__MATERIAL TO PROCESS__.

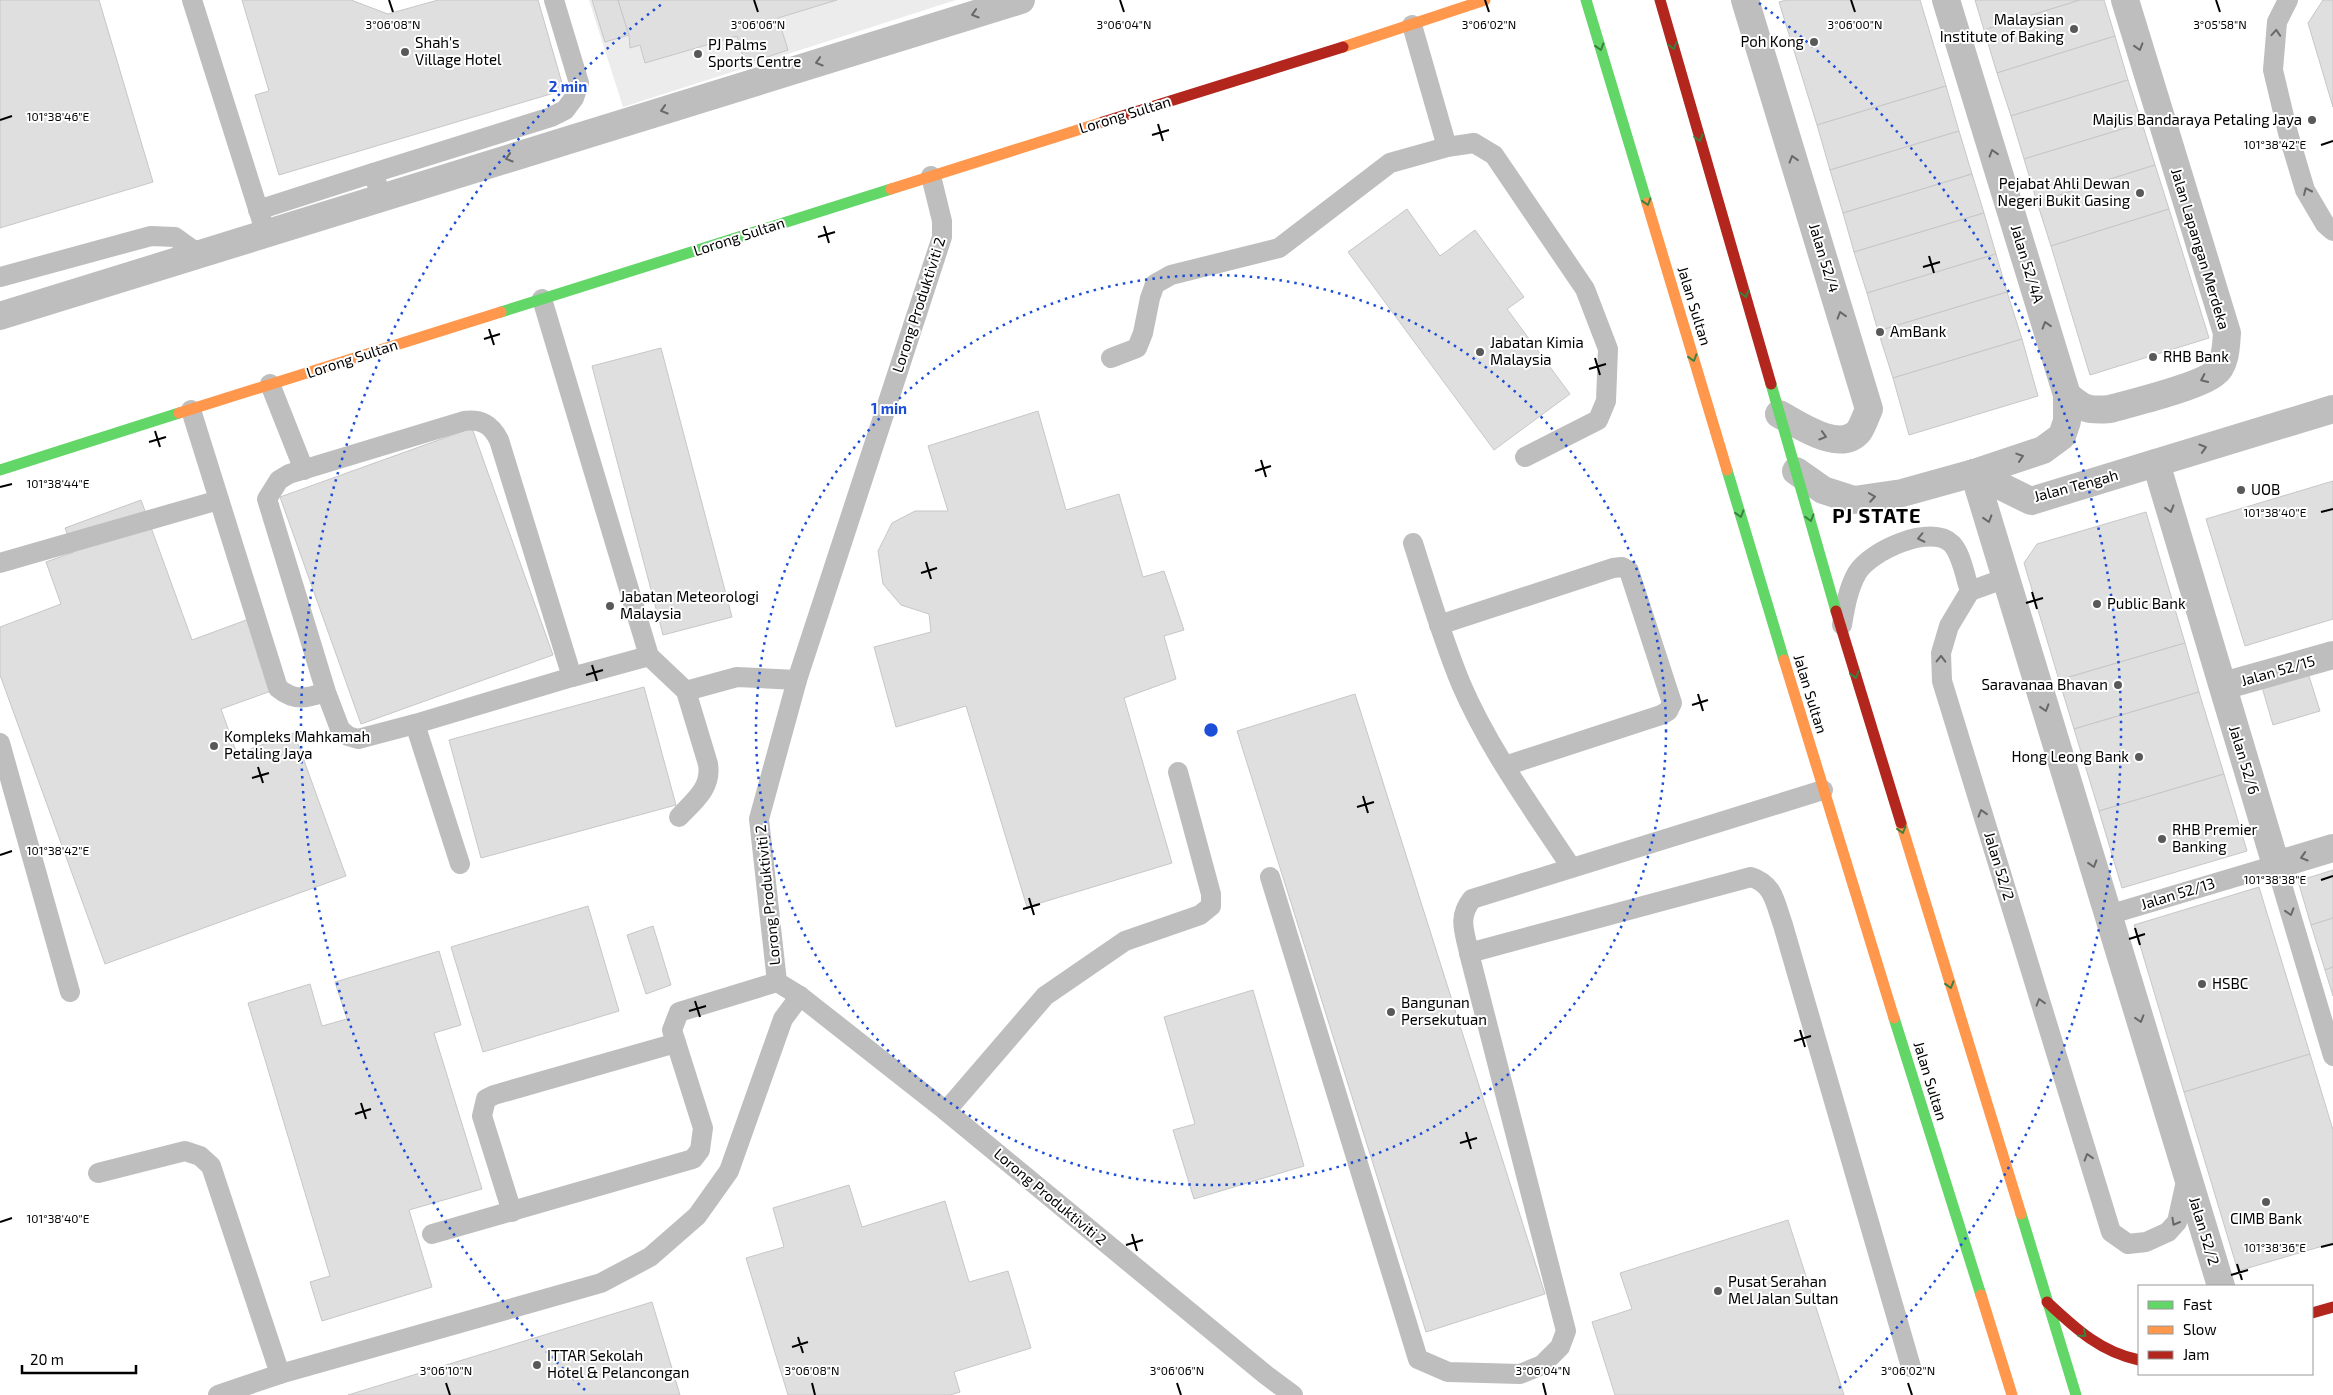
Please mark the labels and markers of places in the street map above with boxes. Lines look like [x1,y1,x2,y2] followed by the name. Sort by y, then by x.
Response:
[1940,10,2065,45] place label: Malaysian Institute of Baking
[2068,23,2080,35] marker: Malaysian Institute of Baking
[1740,32,1805,50] place label: Poh Kong
[415,33,502,68] place label: Shah's Village Hotel
[708,35,801,70] place label: PJ Palms Sports Centre
[1808,36,1820,48] marker: Poh Kong
[399,46,411,58] marker: Shah's Village Hotel
[692,48,704,60] marker: PJ Palms Sports Centre
[2092,110,2302,129] place label: Majlis Bandaraya Petaling Jaya
[2306,114,2318,126] marker: Majlis Bandaraya Petaling Jaya
[1998,174,2131,209] place label: Pejabat Ahli Dewan Negeri Bukit Gasing
[2134,187,2146,199] marker: Pejabat Ahli Dewan Negeri Bukit Gasing
[1890,322,1947,340] place label: AmBank
[1874,326,1886,338] marker: AmBank
[1490,333,1584,368] place label: Jabatan Kimia Malaysia
[1474,346,1486,358] marker: Jabatan Kimia Malaysia
[2163,347,2229,365] place label: RHB Bank
[2147,351,2159,363] marker: RHB Bank
[2251,480,2280,498] place label: UOB
[2235,484,2247,496] marker: UOB
[620,587,759,622] place label: Jabatan Meteorologi Malaysia
[2107,594,2186,612] place label: Public Bank
[2091,598,2103,610] marker: Public Bank
[604,600,616,612] marker: Jabatan Meteorologi Malaysia
[1981,675,2108,693] place label: Saravanaa Bhavan
[2112,679,2124,691] marker: Saravanaa Bhavan
[1202,721,1220,739] centre of rings
[224,727,370,762] place label: Kompleks Mahkamah Petaling Jaya
[208,740,220,752] marker: Kompleks Mahkamah Petaling Jaya
[2011,747,2129,765] place label: Hong Leong Bank
[2133,751,2145,763] marker: Hong Leong Bank
[2172,820,2258,855] place label: RHB Premier Banking
[2156,833,2168,845] marker: RHB Premier Banking
[2212,974,2249,992] place label: HSBC
[2196,978,2208,990] marker: HSBC
[1401,993,1487,1028] place label: Bangunan Persekutuan
[1385,1006,1397,1018] marker: Bangunan Persekutuan
[2260,1196,2272,1208] marker: CIMB Bank
[2230,1209,2302,1227] place label: CIMB Bank
[1728,1272,1838,1307] place label: Pusat Serahan Mel Jalan Sultan
[1712,1285,1724,1297] marker: Pusat Serahan Mel Jalan Sultan
[547,1346,690,1381] place label: ITTAR Sekolah Hotel & Pelancongan
[531,1359,543,1371] marker: ITTAR Sekolah Hotel & Pelancongan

__WORK INSTRUCTION__.
Go through the entries above and copy out every line that includes the word "Jabatan".

__TASK OUTPUT__.
[1490,333,1584,368] place label: Jabatan Kimia Malaysia
[1474,346,1486,358] marker: Jabatan Kimia Malaysia
[620,587,759,622] place label: Jabatan Meteorologi Malaysia
[604,600,616,612] marker: Jabatan Meteorologi Malaysia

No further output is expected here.